### Aim of the exercise
Beneath this task are records; state how many of their lines hold the word "list", and nothing else.

[Opening Data provided section]

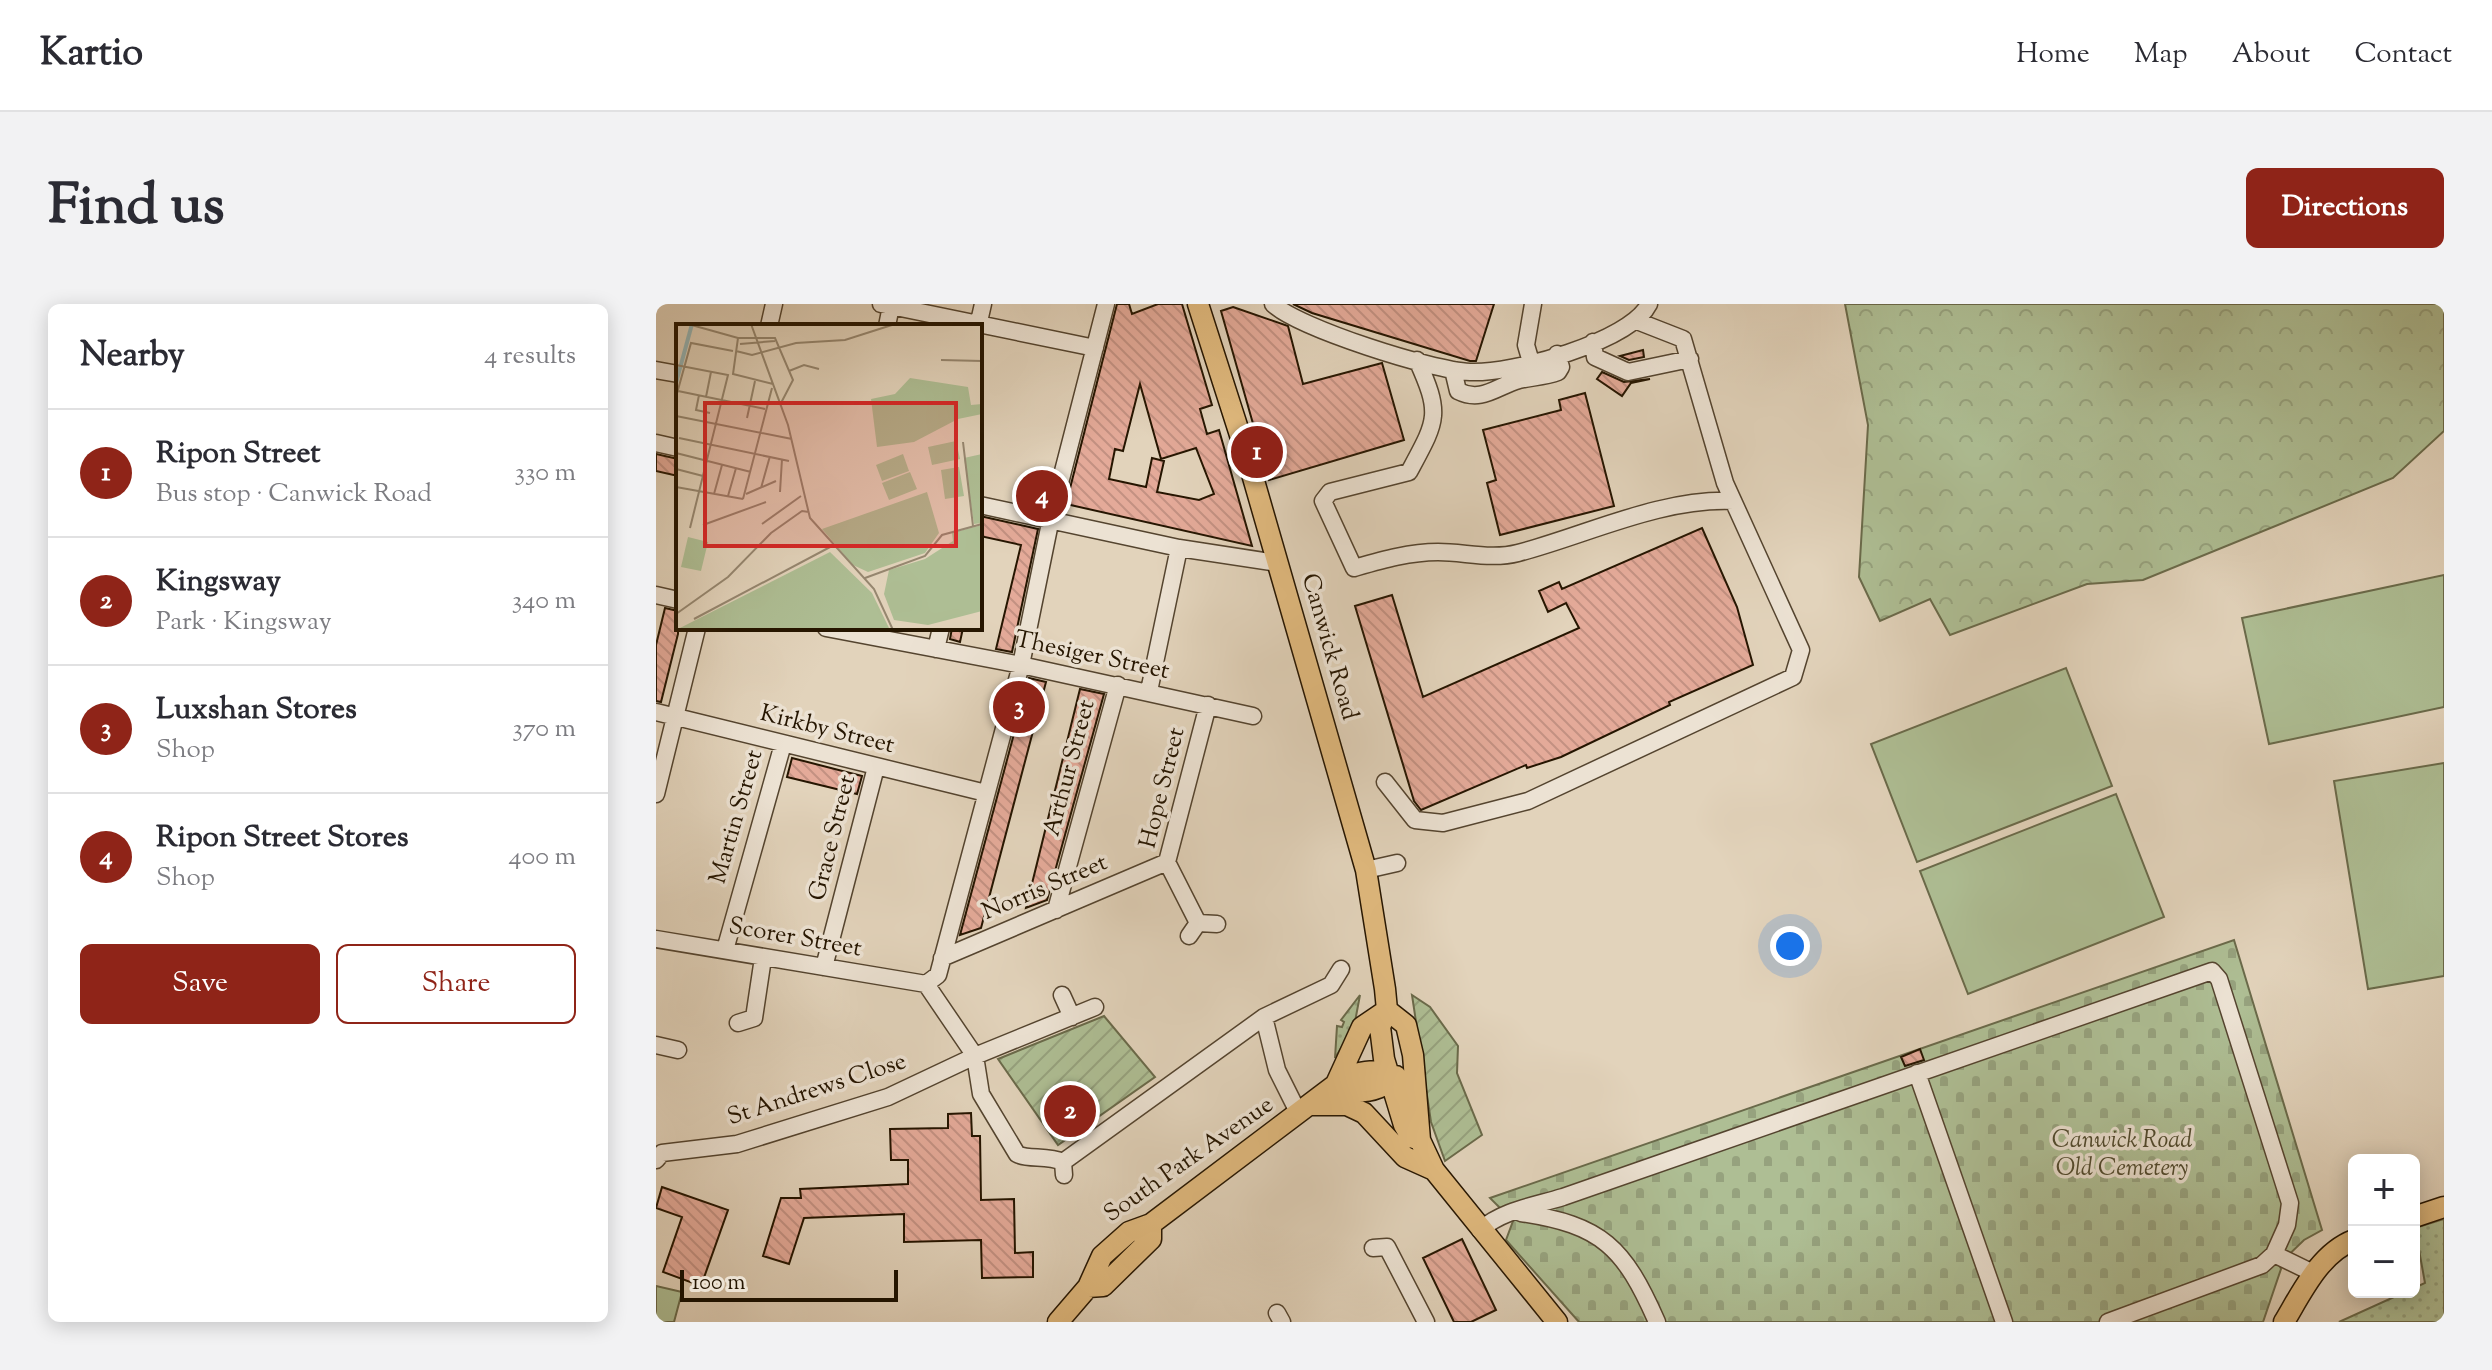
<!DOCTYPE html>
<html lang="en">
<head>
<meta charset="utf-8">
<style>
  body { margin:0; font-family:"Sorts Mill Goudy",serif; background:#f2f2f3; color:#2b2b33 }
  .controls { position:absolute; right:24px; bottom:24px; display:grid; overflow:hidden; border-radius:12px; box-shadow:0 4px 20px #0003 }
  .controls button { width:72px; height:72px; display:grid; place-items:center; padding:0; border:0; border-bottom:2px solid #e1e1e2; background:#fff; color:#2b2b33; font:40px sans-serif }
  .scale { position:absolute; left:24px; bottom:20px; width:218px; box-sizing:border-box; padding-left:8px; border:4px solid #251500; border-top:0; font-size:22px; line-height:28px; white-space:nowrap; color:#251500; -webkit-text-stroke:6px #ece2d3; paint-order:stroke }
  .you { position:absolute; left:1134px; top:642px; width:28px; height:28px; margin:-20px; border:6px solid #fff; border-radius:50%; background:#1a73e8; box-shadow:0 0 0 12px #1a73e833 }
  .badge { display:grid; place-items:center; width:52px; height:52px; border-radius:50%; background:#8f2418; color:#fff; font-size:26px; font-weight:700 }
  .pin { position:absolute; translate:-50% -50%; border:4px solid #fff; box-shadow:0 2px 8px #0006 }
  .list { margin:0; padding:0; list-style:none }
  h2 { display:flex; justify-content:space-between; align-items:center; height:104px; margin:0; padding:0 32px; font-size:34px }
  h2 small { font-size:26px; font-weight:400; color:#7c7c81 }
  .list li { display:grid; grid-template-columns:52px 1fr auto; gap:24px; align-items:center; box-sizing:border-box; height:128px; padding:0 32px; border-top:2px solid #e1e1e2 }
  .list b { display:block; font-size:30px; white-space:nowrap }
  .list p { margin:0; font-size:26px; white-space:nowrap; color:#7c7c81 }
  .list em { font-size:26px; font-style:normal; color:#7c7c81 }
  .actions { display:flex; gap:16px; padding:24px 32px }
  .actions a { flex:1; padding:18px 0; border:2px solid #8f2418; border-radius:12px; text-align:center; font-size:28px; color:#8f2418 }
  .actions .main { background:#8f2418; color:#fff }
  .map { position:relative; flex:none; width:1788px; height:1018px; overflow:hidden; border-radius:12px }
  header { display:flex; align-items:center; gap:48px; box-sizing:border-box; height:112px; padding:0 40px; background:#fff; border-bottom:2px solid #e1e1e2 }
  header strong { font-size:38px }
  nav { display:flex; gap:44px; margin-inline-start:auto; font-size:28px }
  .intro { display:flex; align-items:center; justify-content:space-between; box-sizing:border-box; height:192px; padding:0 48px }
  h1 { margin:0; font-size:56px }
  .button { padding:20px 36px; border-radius:12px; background:#8f2418; color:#fff; font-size:28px; font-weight:700 }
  main { display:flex; gap:48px; padding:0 48px }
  aside { flex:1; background:#fff; border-radius:12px; box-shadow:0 4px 20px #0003 }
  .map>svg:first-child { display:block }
  .grass { fill:url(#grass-dots); stroke:#6a6a4a; stroke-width:2 }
  .forest { fill:url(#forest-crowns); stroke:#6a6a4a; stroke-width:2 }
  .cemetery { fill:url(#cemetery-stones); stroke:#6a6a4a; stroke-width:2 }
  .garden { fill:url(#garden-furrows); stroke:#6a6a4a; stroke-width:2 }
  .pitch { fill:#aebe94; stroke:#6a6a4a; stroke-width:2 }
  .building { fill:url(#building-back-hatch); stroke:#251500; stroke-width:2; fill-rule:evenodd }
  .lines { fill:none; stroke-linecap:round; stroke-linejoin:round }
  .minor-casing { stroke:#54442f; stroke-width:19 }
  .major-casing { stroke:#251500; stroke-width:23 }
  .minor { stroke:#ece2d3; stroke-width:16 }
  .major { stroke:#e1ba7e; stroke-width:20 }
  .labels { text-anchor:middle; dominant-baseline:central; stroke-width:7; stroke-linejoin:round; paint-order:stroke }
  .street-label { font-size:24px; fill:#251500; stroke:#ece2d3 }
  .park-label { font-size:24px; font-style:italic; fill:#4e482c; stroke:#ece2d3 }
  .inset-river { fill:none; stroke:#96b6b7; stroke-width:4 }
  .inset-road { fill:none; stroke:#968770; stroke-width:2 }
  .view { fill:#d62828; fill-opacity:0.15; stroke:#d62828; stroke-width:4 }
  .inset-edge { fill:none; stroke:#251500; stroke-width:4 }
</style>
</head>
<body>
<header>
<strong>Kartio</strong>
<nav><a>Home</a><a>Map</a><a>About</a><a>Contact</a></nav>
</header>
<div class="intro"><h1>Find us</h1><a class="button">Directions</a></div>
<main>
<aside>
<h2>Nearby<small>4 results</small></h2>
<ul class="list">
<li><span class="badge">1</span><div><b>Ripon Street</b><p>Bus stop · Canwick Road</p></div><em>330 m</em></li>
<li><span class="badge">2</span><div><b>Kingsway</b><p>Park · Kingsway</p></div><em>340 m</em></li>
<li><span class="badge">3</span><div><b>Luxshan Stores</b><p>Shop</p></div><em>370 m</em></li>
<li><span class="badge">4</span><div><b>Ripon Street Stores</b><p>Shop</p></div><em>400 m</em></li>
</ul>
<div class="actions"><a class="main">Save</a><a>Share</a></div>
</aside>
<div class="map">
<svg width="1788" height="1018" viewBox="0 0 1788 1018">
  <defs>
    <pattern id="grass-dots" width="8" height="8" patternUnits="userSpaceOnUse" patternTransform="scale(2)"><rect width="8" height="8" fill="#aebe94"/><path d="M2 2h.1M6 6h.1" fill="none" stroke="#96a27e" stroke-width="1.8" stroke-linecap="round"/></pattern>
    <pattern id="forest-crowns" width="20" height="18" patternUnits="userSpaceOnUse" patternTransform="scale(2)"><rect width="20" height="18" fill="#aebe94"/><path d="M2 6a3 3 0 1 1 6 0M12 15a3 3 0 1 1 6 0" fill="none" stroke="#96a27e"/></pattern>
    <pattern id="cemetery-stones" width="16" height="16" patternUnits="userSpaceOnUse" patternTransform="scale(2)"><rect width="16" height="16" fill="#aebe94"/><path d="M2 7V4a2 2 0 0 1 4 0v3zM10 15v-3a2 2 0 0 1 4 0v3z" fill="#96a27e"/></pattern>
    <pattern id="garden-furrows" width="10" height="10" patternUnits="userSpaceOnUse" patternTransform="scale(2)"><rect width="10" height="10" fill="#aebe94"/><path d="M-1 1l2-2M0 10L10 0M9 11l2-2" fill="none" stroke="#96a27e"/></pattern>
    <pattern id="building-back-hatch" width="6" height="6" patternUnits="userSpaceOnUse" patternTransform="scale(2)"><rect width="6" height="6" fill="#e4aa99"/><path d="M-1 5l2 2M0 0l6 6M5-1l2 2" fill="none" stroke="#c39182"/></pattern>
  </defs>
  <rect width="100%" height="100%" fill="#e2d3bb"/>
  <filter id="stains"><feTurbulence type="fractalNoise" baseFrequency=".0025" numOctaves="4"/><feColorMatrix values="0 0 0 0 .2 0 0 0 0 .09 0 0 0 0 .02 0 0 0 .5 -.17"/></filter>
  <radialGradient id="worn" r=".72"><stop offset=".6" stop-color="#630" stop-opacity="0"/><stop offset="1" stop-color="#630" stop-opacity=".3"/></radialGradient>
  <path class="grass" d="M704 691 698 723 679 754 681 722 686 723 688 718 685 716Z
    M1788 915V1018H1683L1749 988H1758V984L1769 979 1759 924Z"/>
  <path class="forest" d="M1189 0H1788V127L1737 174 1487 276 1431 280 1294 331 1274 295 1224 317 1203 273 1212 121Z"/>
  <path class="cemetery" d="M1578 636 1666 926 1648 936 1623 960 1625 965 1607 1018H923L850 936 857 917 834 894Z"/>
  <path class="garden" d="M756 691 774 703 802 742 801 769 826 831 789 857 775 818Z
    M448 712 499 773 402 841 342 755Z"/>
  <path class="pitch" d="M1788 271V403L1613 440 1586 314Z
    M1410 364 1456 482 1261 558 1215 440Z
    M1788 459V672L1712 685 1678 477Z
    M1460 490 1508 613 1312 690 1264 567Z
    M0 982 26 988 18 1018H0Z"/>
  <path class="building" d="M461 0H473L476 10 502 0H526L556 101 544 105 551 130 563 126 596 242 410 200ZM484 80 505 155 540 144 558 190 543 196 501 188 508 157 496 154 490 183 453 175 459 145 467 147Z
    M637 0H838L820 57H814L656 9Z
    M577 3 632 22 647 80 726 59 748 136 613 176 565 7Z
    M987 46 988 53 973 56 964 52Z
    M946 68 968 78 994 75 975 79 966 92 941 75Z
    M929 89 958 202 844 231 831 179 840 176 827 126 905 106 903 96Z
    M0 150 22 155V172L0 167Z
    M324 212 382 225 356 348 340 345 365 241 324 232Z
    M1046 224 1081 303 1097 361 1013 398 1014 401 905 453 871 464 870 461 765 506 758 497 699 302 736 291 767 393 923 324 910 299 892 308 883 287 903 278 906 285Z
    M9 304 22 307V330L5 398 0 397V341Z
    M296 324H307L304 338 294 335Z
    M373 374 390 378 325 624 304 631Z
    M424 385 448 390 391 596 370 604Z
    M136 454 206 472 201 490 131 473Z
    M1264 745 1268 756 1249 762 1245 753Z
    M315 809 316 832H324L325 896 358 895 359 949 377 948V973L326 974 325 936 248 938V910L148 914 133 960 107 952 125 894H145L144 885 252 880V856H235L234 825 292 824V810Z
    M6 883 72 906 45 982 7 968 26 913 0 904Z
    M806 935 840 1006 815 1018H798L767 954Z"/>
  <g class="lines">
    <defs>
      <path id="minor" d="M225 0 439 44
        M617 0C643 24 777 67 814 68 855 70 974 38 993 0
        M113 22 118 0
        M231 22 235 2
        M322 22 327 0
        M937 38 939 53 972 68 1034 55
        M761 56C786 111 781 116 753 168L674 188 667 197 698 264C726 256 753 248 782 248 809 248 835 256 862 249 931 231 1004 194 1077 197
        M875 58 870 41 877 0
        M0 66 22 70
        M797 66 802 87C826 99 841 82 863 76 876 73 889 73 902 68L905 63 901 50
        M0 139 22 144
        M324 201 523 244 621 259
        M0 291 22 296
        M170 324 365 361 597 412
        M280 345 285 324
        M493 387 523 244
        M0 408 330 489
        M729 478 759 516 787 519 872 497 1137 373 1145 346 1069 179 1027 35 981 17
        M0 490 41 324
        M710 566 741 559
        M400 606 462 381
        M542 619 561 620
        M533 632 542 619 511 558 552 401
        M0 635 270 680
        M69 646 127 440
        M286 654 511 558
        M168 663 220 463
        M270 680 282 671 365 361 395 214 450 0
        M270 680 319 752 325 790 361 850C372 856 391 851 407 858L408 871
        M406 691 416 713
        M608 713 621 766 643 810
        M82 719 98 714 107 654
        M0 741 22 746
        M1261 769 1348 1018
        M0 856 6 849 81 840 232 793 319 752 439 703
        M407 858 608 713 675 681 685 665
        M865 909C946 921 968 943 1001 1018
        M824 926C847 906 878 902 907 893L1556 667 1563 675 1634 899 1631 921 1618 950
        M717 944 731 943 770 1018
        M621 1009 626 1018
        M1452 1018 1606 961 1618 950 1657 969"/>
      <path id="major" d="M542 0 592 156 710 566 729 685 731 706 724 723 728 755 748 821 755 833 764 836
        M731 706 750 721 757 751 764 836 778 866 901 1018
        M679 782 706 723 731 706
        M677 785C700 790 723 790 740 772
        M657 801H691L708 809 749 853 778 866
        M1758 913 1788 903
        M432 983 447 982 495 935V920
        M402 1018 432 983 446 952 473 928 495 920 691 772C730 762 734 767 760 796
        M1628 1018C1646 988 1664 949 1698 936"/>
    </defs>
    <use href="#minor" class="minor-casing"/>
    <use href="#major" class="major-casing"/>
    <use href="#minor" class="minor"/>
    <use href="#major" class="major"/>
  </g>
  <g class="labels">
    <g class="street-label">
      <text transform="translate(673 343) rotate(74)">Canwick Road</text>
      <text transform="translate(436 352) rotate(12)">Thesiger Street</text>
      <text transform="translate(171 426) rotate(14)">Kirkby Street</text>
      <text transform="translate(414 464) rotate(-75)">Arthur Street</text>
      <text transform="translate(507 484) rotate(-76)">Hope Street</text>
      <text transform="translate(81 513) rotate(-74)">Martin Street</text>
      <text transform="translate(177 534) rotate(-76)">Grace Street</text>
      <text transform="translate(389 584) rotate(-23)">Norris Street</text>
      <text transform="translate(139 634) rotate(10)">Scorer Street</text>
      <text transform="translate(161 786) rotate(-18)">St Andrews Close</text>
      <text transform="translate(533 856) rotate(-35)">South Park Avenue</text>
    </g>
    <g class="park-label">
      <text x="1466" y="837">Canwick Road<tspan x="1466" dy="28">Old Cemetery</tspan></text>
    </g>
  </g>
  <g transform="translate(20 20)">
    <rect width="306" height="306" fill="#e2d3bb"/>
    <path d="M306 201V287L252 301 218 296 208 270 213 246 249 235 277 217 276 209Z" fill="#aebe94"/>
    <path d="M234 54 292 63 295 81 306 80V90L282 95 238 118 201 123 195 75 219 70Z" fill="#aebe94"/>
    <path d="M306 130V199L298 200 288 134ZM251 168 263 209 249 229 192 248 177 241 146 205Z" fill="#aebe94"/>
    <path d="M154 228 196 269 214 306H0Z" fill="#aebe94"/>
    <path d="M280 117 284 135 256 141 252 123ZM227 130 233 147 206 157 200 141ZM283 143 288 172 269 175 265 146ZM234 148 241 165 213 176 206 159ZM12 213 32 218 25 247 5 243Z" fill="#aebe94"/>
    <path class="inset-river" d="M0 59 16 0"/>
    <path class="inset-road" d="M12 0 62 14H99L117 56 105 79M75 0 112 101 134 194 198 265 217 306M62 14 57 50 97 60M64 20 99 17M60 27 76 31 120 19 169 16 219 0M265 36 306 37M0 41 52 51 14 204M113 47 128 41 143 45M2 67 89 85M23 71 20 86 34 89M0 73 15 19 57 27M30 73 35 48M0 92 116 115M71 94 79 57M3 114 113 137M287 118 297 202M0 129 75 148M0 145 27 152M0 163 67 175M85 164 94 132M104 168 106 135M38 170 46 141M70 170 100 157M52 172 60 144M67 175 96 64M86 200 125 172M27 201 90 178M189 254 249 232 266 211 306 200M0 290 52 253 95 209 126 187 133 188M18 295 156 222"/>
    <path class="view" d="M29 79H280V222H29Z"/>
    <rect width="306" height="306" class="inset-edge"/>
  </g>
  <rect width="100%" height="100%" filter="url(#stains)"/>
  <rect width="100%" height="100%" fill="url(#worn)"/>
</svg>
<div class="controls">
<button>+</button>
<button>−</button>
</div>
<div class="scale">100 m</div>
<div class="you"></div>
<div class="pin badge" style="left:601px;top:148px">1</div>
<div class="pin badge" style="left:414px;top:807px">2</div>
<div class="pin badge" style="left:363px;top:403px">3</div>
<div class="pin badge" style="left:386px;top:192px">4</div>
</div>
</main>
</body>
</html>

[Closing Data provided section]

### Answer space
6